> Task description: Copy every entry exactly as given, minus the images.

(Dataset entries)
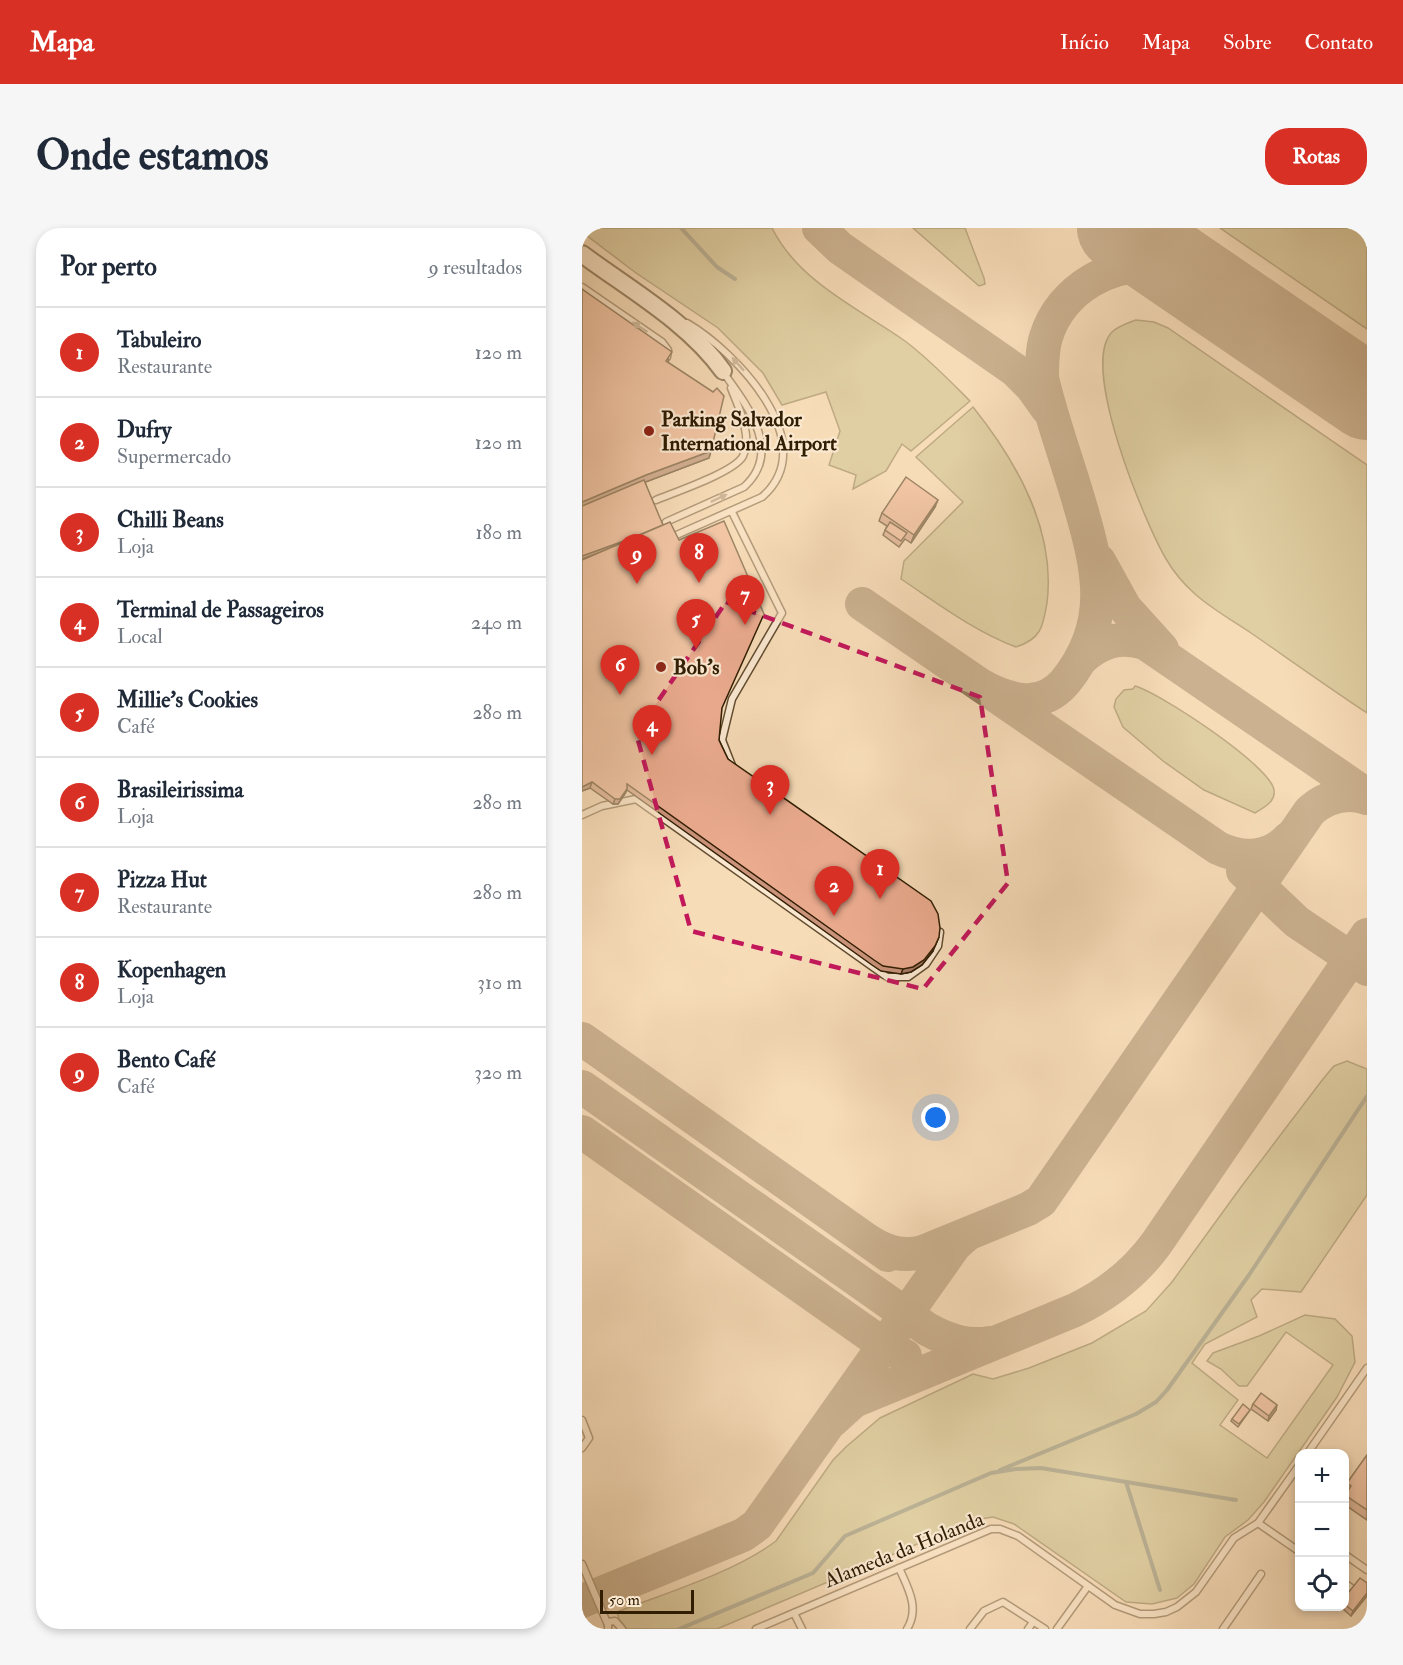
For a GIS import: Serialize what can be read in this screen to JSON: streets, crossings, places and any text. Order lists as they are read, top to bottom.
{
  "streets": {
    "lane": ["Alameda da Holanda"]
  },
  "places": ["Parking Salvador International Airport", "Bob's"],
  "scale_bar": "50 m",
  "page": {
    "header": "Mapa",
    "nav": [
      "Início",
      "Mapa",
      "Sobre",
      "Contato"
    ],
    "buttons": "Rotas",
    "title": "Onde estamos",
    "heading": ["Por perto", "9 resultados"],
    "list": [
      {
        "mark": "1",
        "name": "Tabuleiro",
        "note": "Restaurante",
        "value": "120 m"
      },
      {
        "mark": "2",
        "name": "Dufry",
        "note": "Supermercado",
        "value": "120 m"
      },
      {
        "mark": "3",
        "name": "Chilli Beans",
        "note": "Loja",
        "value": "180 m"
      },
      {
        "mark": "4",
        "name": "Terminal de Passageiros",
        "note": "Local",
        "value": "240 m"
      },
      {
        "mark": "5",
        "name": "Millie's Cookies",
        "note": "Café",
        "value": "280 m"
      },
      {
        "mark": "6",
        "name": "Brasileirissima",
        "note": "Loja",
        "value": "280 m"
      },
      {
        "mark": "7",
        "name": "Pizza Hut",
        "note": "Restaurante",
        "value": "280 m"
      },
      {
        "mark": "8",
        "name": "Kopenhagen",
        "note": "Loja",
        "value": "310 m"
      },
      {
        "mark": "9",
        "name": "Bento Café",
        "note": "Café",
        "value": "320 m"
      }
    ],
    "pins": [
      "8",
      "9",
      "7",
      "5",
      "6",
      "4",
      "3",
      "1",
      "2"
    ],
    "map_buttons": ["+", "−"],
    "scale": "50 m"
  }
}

> Response:
For a GIS import: Serialize what can be read in this screen to JSON: streets, crossings, places and any text. Order lists as they are read, top to bottom.
{
  "streets": {
    "lane": ["Alameda da Holanda"]
  },
  "places": ["Parking Salvador International Airport", "Bob's"],
  "scale_bar": "50 m",
  "page": {
    "header": "Mapa",
    "nav": [
      "Início",
      "Mapa",
      "Sobre",
      "Contato"
    ],
    "buttons": "Rotas",
    "title": "Onde estamos",
    "heading": ["Por perto", "9 resultados"],
    "list": [
      {
        "mark": "1",
        "name": "Tabuleiro",
        "note": "Restaurante",
        "value": "120 m"
      },
      {
        "mark": "2",
        "name": "Dufry",
        "note": "Supermercado",
        "value": "120 m"
      },
      {
        "mark": "3",
        "name": "Chilli Beans",
        "note": "Loja",
        "value": "180 m"
      },
      {
        "mark": "4",
        "name": "Terminal de Passageiros",
        "note": "Local",
        "value": "240 m"
      },
      {
        "mark": "5",
        "name": "Millie's Cookies",
        "note": "Café",
        "value": "280 m"
      },
      {
        "mark": "6",
        "name": "Brasileirissima",
        "note": "Loja",
        "value": "280 m"
      },
      {
        "mark": "7",
        "name": "Pizza Hut",
        "note": "Restaurante",
        "value": "280 m"
      },
      {
        "mark": "8",
        "name": "Kopenhagen",
        "note": "Loja",
        "value": "310 m"
      },
      {
        "mark": "9",
        "name": "Bento Café",
        "note": "Café",
        "value": "320 m"
      }
    ],
    "pins": [
      "8",
      "9",
      "7",
      "5",
      "6",
      "4",
      "3",
      "1",
      "2"
    ],
    "map_buttons": ["+", "−"],
    "scale": "50 m"
  }
}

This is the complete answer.